In their call for a change to quarantine rules, the organisations behind today’s legal action say that, currently, if one person in a theatre production’s cast tests positive for COVID-19, everyone else in the production has to isolate, even if they all test negative. This, they say, is yet another hindrance for shows in rehearsal. They are calling for a move to daily testing.

“The live music industry has been very willing to work with government for the last year to show that our industry can operate safely”, says LIVE co-founder and Kilimanjaro chief Stuart Galbraith. “But it is intolerable that after running pilot shows for the government’s Events Research Programme, at our own cost, we have been blocked from seeing the results, leaving the whole sector in limbo with the real chance that the entire summer could collapse for the second year running”.
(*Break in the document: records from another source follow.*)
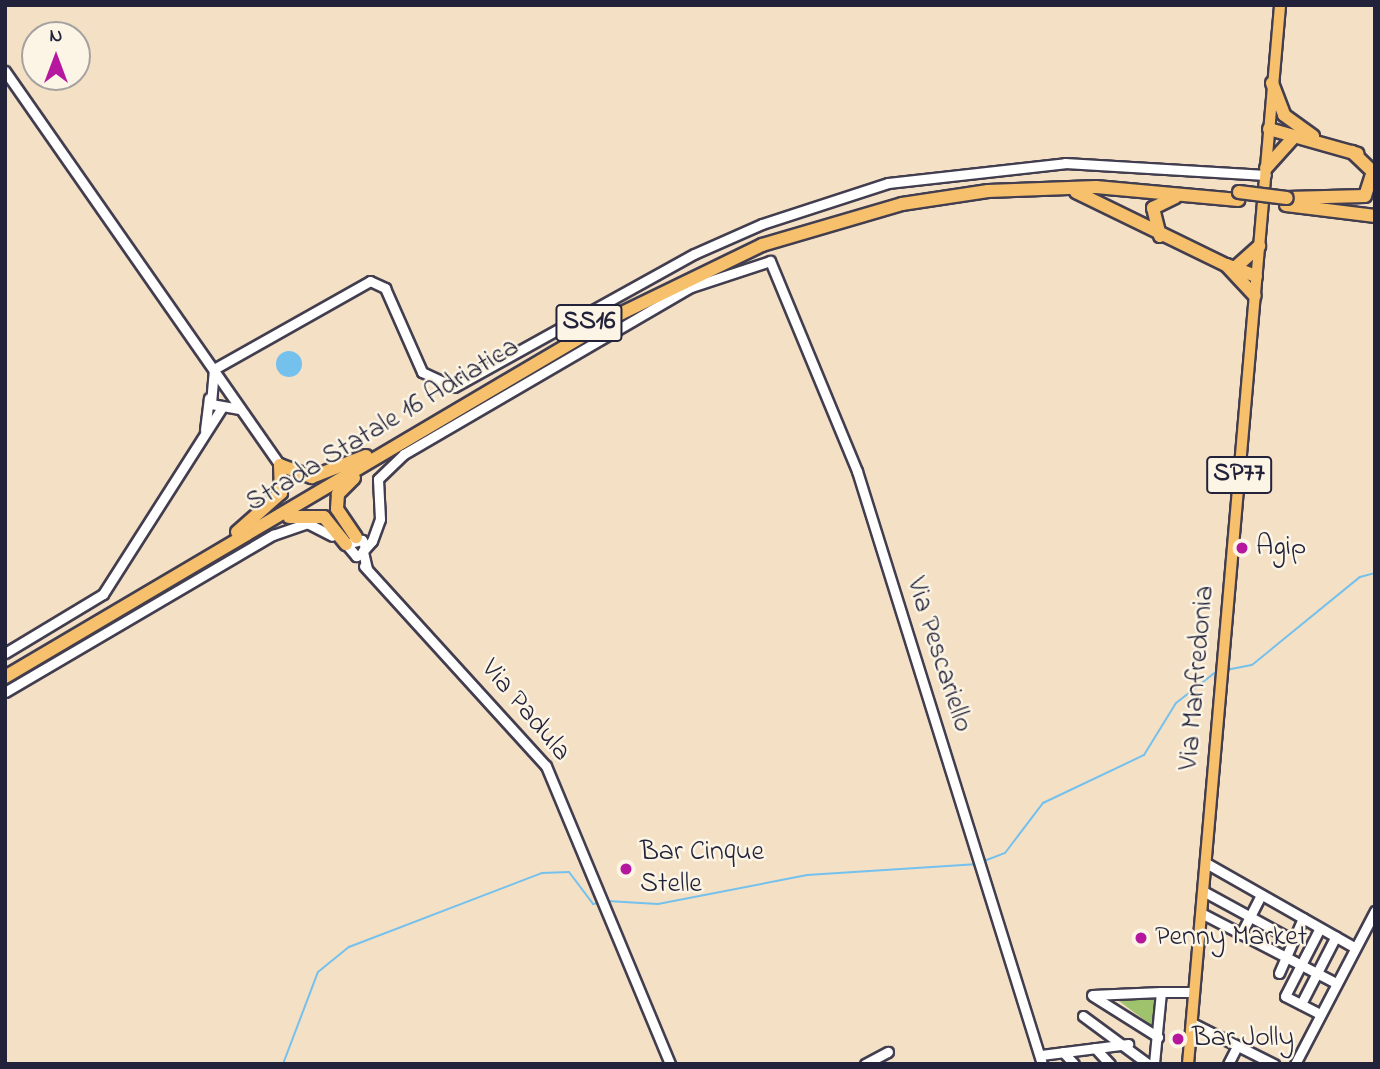 <!DOCTYPE html>
<html>
<head>
<meta charset="utf-8">
<style>
	body { margin:0 }
	#map { position:relative; width:1380px; height:1069px; overflow:hidden; background:#f4e0c4; font-family:"Indie Flower",sans-serif }
	div>[style] { position:absolute }
	.green>* { inset:0; background:#9fc36d }
	.water>* { inset:0; background:#74c1ee }
	.round { border-radius:50% }
	.stream>* { height:2px; margin:-1px; padding:0 1px; transform-origin:1px; border-radius:1px; background:#74c1ee }
	.roads { filter:drop-shadow(2px 0 #423e50) drop-shadow(-2px 0 #423e50) drop-shadow(0 2px #423e50) drop-shadow(0 -2px #423e50) }
	.minor>* { height:9px; margin:-4.5px; padding:0 4.5px; transform-origin:4.5px; border-radius:4.5px; background:#fff }
	.major>* { height:10px; margin:-5px; padding:0 5px; transform-origin:5px; border-radius:5px; background:#f7c06c }
	.highway>* { height:12px; margin:-6px; padding:0 6px; transform-origin:6px; border-radius:6px; background:#f7c06c }
	.bridges { filter:drop-shadow(2px 0 #423e50) drop-shadow(-2px 0 #423e50) drop-shadow(0 2px #423e50) drop-shadow(0 -2px #423e50) }
	.highway-bridge>* { height:12px; margin:-6px; padding:0 6px; transform-origin:6px; border-radius:6px; background:#f7c06c }
	.dots>* { width:19px; height:19px; translate:-50% -50%; box-sizing:border-box; border:4px solid #fcf5e5; border-radius:50% }
	span { translate:-50% -50%; white-space:nowrap; text-align:center; line-height:1.15; -webkit-text-stroke:5px #fcf5e5; paint-order:stroke }
	.shield-label span { padding:2px 5px; background:#fcf5e5; border:2px solid; border-radius:5px; -webkit-text-stroke-width:0 }
	.shield-label { font-size:26px; color:#22223b; font-weight:700 }
	.street-label { font-size:28px; color:#22223b }
	.poi-label { font-size:28px; color:#22223b }
	.left { translate:0 -50%; text-align:left }
	.frame { position:absolute; inset:0; border:7px solid #22223b; pointer-events:none }
	.north { position:absolute; left:21px; top:21px; width:70px; height:70px; box-sizing:border-box; background:#fcf5e5; border:2px solid #a5a1a1; border-radius:50%; rotate:0deg; font-size:19px; font-weight:700; line-height:28px; text-align:center; color:#22223b }
	.north::after { content:''; display:block; margin:auto; width:24px; height:32px; background:#b5179e; clip-path:polygon(50% 0,100% 100%,50% 72%,0 100%) }
</style>
</head>
<body>
<div id="map">
	<div class="green">
		<i style="clip-path:polygon(1115px 998px,1157px 999px,1155px 1028px)"></i>
	</div>
	<div class="water">
		<i class="round" style="left:276px;top:351px;width:26px;height:26px"></i>
	</div>
	<div class="stream">
		<i style="left:1226px;top:670px;width:26px;rotate:-11deg"></i>
		<i style="left:1252px;top:665px;width:139px;rotate:-39.2deg"></i>
		<i style="left:1360px;top:577px;width:16px;rotate:-15deg"></i>
		<i style="left:984px;top:861px;width:22px;rotate:-21deg"></i>
		<i style="left:1005px;top:853px;width:63px;rotate:-52.8deg"></i>
		<i style="left:1043px;top:803px;width:112px;rotate:-25.4deg"></i>
		<i style="left:1144px;top:755px;width:61px;rotate:-58.4deg"></i>
		<i style="left:1176px;top:703px;width:52px;rotate:-38deg"></i>
		<i style="left:607px;top:901px;width:51px;rotate:3.4deg"></i>
		<i style="left:658px;top:904px;width:152px;rotate:-11deg"></i>
		<i style="left:807px;top:875px;width:168px;rotate:-3.7deg"></i>
		<i style="left:283px;top:1064px;width:98px;rotate:-69.2deg"></i>
		<i style="left:318px;top:972px;width:40px;rotate:-39deg"></i>
		<i style="left:349px;top:947px;width:207px;rotate:-21deg"></i>
		<i style="left:542px;top:873px;width:27px;rotate:-2deg"></i>
		<i style="left:569px;top:872px;width:40px;rotate:53deg"></i>
		<i style="left:593px;top:904px;width:6px;rotate:-9deg"></i>
	</div>
	<div class="roads">
		<div class="minor">
			<i style="left:5px;top:71px;width:480px;rotate:55.1deg"></i>
			<i style="left:214px;top:369px;width:179px;rotate:-29.4deg"></i>
			<i style="left:370px;top:281px;width:17px;rotate:25deg"></i>
			<i style="left:385px;top:288px;width:92px;rotate:66.2deg"></i>
			<i style="left:422px;top:372px;width:35px;rotate:25deg"></i>
			<i style="left:454px;top:387px;width:274px;rotate:-29deg"></i>
			<i style="left:694px;top:254px;width:74px;rotate:-23.8deg"></i>
			<i style="left:762px;top:224px;width:133px;rotate:-18deg"></i>
			<i style="left:888px;top:183px;width:178px;rotate:-6.4deg"></i>
			<i style="left:1065px;top:163px;width:201px;rotate:3.4deg"></i>
			<i style="left:214px;top:369px;width:35px;rotate:95deg"></i>
			<i style="left:211px;top:404px;width:29px;rotate:10deg"></i>
			<i style="left:205px;top:430px;width:32px;rotate:-83deg"></i>
			<i style="left:364px;top:566px;width:270px;rotate:47.7deg"></i>
			<i style="left:546px;top:766px;width:323px;rotate:67.4deg"></i>
			<i style="left:367px;top:569px;width:18px;rotate:-103deg"></i>
			<i style="left:363px;top:551px;width:5px;rotate:-68deg"></i>
			<i style="left:365px;top:546px;width:7px;rotate:-117deg"></i>
			<i style="left:362px;top:540px;width:16px;rotate:166deg"></i>
			<i style="left:346px;top:544px;width:16px;rotate:50deg"></i>
			<i style="left:356px;top:556px;width:5px;rotate:-22deg"></i>
			<i style="left:361px;top:554px;width:4px;rotate:-56deg"></i>
			<i style="left:363px;top:551px;width:13px;rotate:-48deg"></i>
			<i style="left:372px;top:541px;width:23px;rotate:-70deg"></i>
			<i style="left:380px;top:519px;width:40px;rotate:-92.9deg"></i>
			<i style="left:378px;top:479px;width:36px;rotate:-44deg"></i>
			<i style="left:404px;top:454px;width:332px;rotate:-30.2deg"></i>
			<i style="left:691px;top:287px;width:83px;rotate:-18.2deg"></i>
			<i style="left:770px;top:261px;width:227px;rotate:67.5deg"></i>
			<i style="left:857px;top:471px;width:621px;rotate:72.67deg"></i>
			<i style="left:5px;top:653px;width:114px;rotate:-31deg"></i>
			<i style="left:103px;top:594px;width:219px;rotate:-57.5deg"></i>
			<i style="left:5px;top:692px;width:311px;rotate:-30.4deg"></i>
			<i style="left:273px;top:535px;width:36px;rotate:-19deg"></i>
			<i style="left:307px;top:523px;width:28px;rotate:27deg"></i>
			<i style="left:1206px;top:863px;width:170px;rotate:29.6deg"></i>
			<i style="left:1203px;top:891px;width:102px;rotate:28.6deg"></i>
			<i style="left:1201px;top:913px;width:152px;rotate:27.4deg"></i>
			<i style="left:1241px;top:934px;width:44px;rotate:-62.9deg"></i>
			<i style="left:1279px;top:973px;width:60px;rotate:-66.4deg"></i>
			<i style="left:1161px;top:992px;width:33px"></i>
			<i style="left:1092px;top:995px;width:69px;rotate:-2.5deg"></i>
			<i style="left:1161px;top:992px;width:72px;rotate:95.6deg"></i>
			<i style="left:1093px;top:996px;width:77px;rotate:32.2deg"></i>
			<i style="left:1301px;top:1004px;width:76px;rotate:-62.8deg"></i>
			<i style="left:1320px;top:1014px;width:39px;rotate:-153deg"></i>
			<i style="left:1285px;top:996px;width:76px;rotate:-62.8deg"></i>
			<i style="left:1083px;top:1016px;width:81px;rotate:36.4deg"></i>
			<i style="left:1192px;top:1023px;width:92px;rotate:26.6deg"></i>
			<i style="left:1095px;top:1048px;width:22px;rotate:47deg"></i>
			<i style="left:1063px;top:1052px;width:16px;rotate:47deg"></i>
			<i style="left:1041px;top:1055px;width:88px;rotate:-7.2deg"></i>
			<i style="left:865px;top:1064px;width:26px;rotate:-28deg"></i>
			<i style="left:1228px;top:1064px;width:20px;rotate:-63deg"></i>
			<i style="left:1295px;top:1064px;width:173px;rotate:-62.4deg"></i>
		</div>
		<div class="major">
			<i style="left:1188px;top:1064px;width:1063px;rotate:-85.03deg"></i>
		</div>
		<div class="highway">
			<i style="left:1272px;top:83px;width:34px;rotate:69deg"></i>
			<i style="left:1284px;top:115px;width:36px;rotate:36deg"></i>
			<i style="left:1269px;top:129px;width:92px;rotate:15.7deg"></i>
			<i style="left:1266px;top:168px;width:40px;rotate:-48deg"></i>
			<i style="left:1076px;top:192px;width:167px;rotate:26deg"></i>
			<i style="left:1226px;top:265px;width:42px;rotate:46.9deg"></i>
			<i style="left:1287px;top:198px;width:78px;rotate:-1.5deg"></i>
			<i style="left:1365px;top:196px;width:25px;rotate:-72deg"></i>
			<i style="left:1373px;top:172px;width:29px;rotate:-136deg"></i>
			<i style="left:1286px;top:205px;width:90px;rotate:7deg"></i>
			<i style="left:1160px;top:236px;width:29px;rotate:-104deg"></i>
			<i style="left:1153px;top:208px;width:25px;rotate:-26deg"></i>
			<i style="left:1227px;top:265px;width:31px;rotate:21deg"></i>
			<i style="left:1237px;top:266px;width:30px;rotate:-42deg"></i>
			<i style="left:280px;top:465px;width:34px;rotate:21deg"></i>
			<i style="left:312px;top:477px;width:58px;rotate:-21.3deg"></i>
			<i style="left:354px;top:478px;width:23px;rotate:135deg"></i>
			<i style="left:338px;top:494px;width:15px;rotate:94deg"></i>
			<i style="left:337px;top:509px;width:34px;rotate:56deg"></i>
			<i style="left:289px;top:517px;width:35px"></i>
			<i style="left:324px;top:517px;width:35px;rotate:51deg"></i>
			<i style="left:237px;top:532px;width:59px;rotate:-41.6deg"></i>
			<i style="left:281px;top:493px;width:28px;rotate:-92deg"></i>
			<i style="left:5px;top:677px;width:714px;rotate:-30.55deg"></i>
			<i style="left:620px;top:314px;width:158px;rotate:-25.9deg"></i>
			<i style="left:762px;top:245px;width:146px;rotate:-16.3deg"></i>
			<i style="left:902px;top:204px;width:87px;rotate:-8.6deg"></i>
			<i style="left:988px;top:191px;width:108px;rotate:-2.1deg"></i>
			<i style="left:1096px;top:187px;width:143px;rotate:5.2deg"></i>
		</div>
	</div>
	<div class="bridges">
		<div class="highway-bridge">
			<i style="left:1239px;top:192px;width:48px;rotate:7.1deg"></i>
		</div>
	</div>
	<div class="dots">
		<i style="left:1242px;top:548px;background:#b5179e"></i>
		<i style="left:626px;top:869px;background:#b5179e"></i>
		<i style="left:1141px;top:938px;background:#b5179e"></i>
		<i style="left:1178px;top:1039px;background:#b5179e"></i>
	</div>
	<div class="shield-label">
		<span style="left:589px;top:323px">SS16</span>
		<span style="left:1239px;top:475px">SP77</span>
	</div>
	<div class="street-label">
		<span style="left:383px;top:426px;rotate:-31deg">Strada Statale 16 Adriatica</span>
		<span style="left:938px;top:655px;rotate:72deg">Via Pescariello</span>
		<span style="left:1198px;top:678px;rotate:-85deg">Via Manfredonia</span>
		<span style="left:525px;top:711px;rotate:50deg">Via Padula</span>
	</div>
	<div class="poi-label">
		<span class="left" style="left:1256px;top:548px">Agip</span>
		<span class="left" style="left:640px;top:869px">Bar Cinque<br>Stelle</span>
		<span class="left" style="left:1155px;top:938px">Penny Market</span>
		<span class="left" style="left:1192px;top:1039px">Bar Jolly</span>
	</div>
	<div class="frame"></div>
	<div class="north">N</div>
</div>
</body>
</html>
“Even now, the live music sector has no idea what the rest of the summer brings, and we are left with a complete inability to plan ahead due to the government’s continued unwillingness to provide some form of insurance to enable events to move forward”, he adds.

Andrew Lloyd Webber comments: “Last week I rejected the government’s invitation for [new show] ‘Cinderella’ to be singled out as a last-minute part of the Events Research Programme. Today, with a range of voices from across the theatre and live entertainment industries, we are forced to take it further. We simply must now see the data that is being used to strangle our industry so unfairly”.

He goes on: “The government’s actions are forcing theatre and music companies off a cliff as the summer wears on, whilst cherry-picking high-profile sporting events to go ahead. The situation is beyond urgent”.

Critics accuse the government of withholding the results of the ERP because they contradict its current policy on COVID-19 restrictions. Earlier this week, the government said that it would publish the report “very soon”, but refused to say exactly when.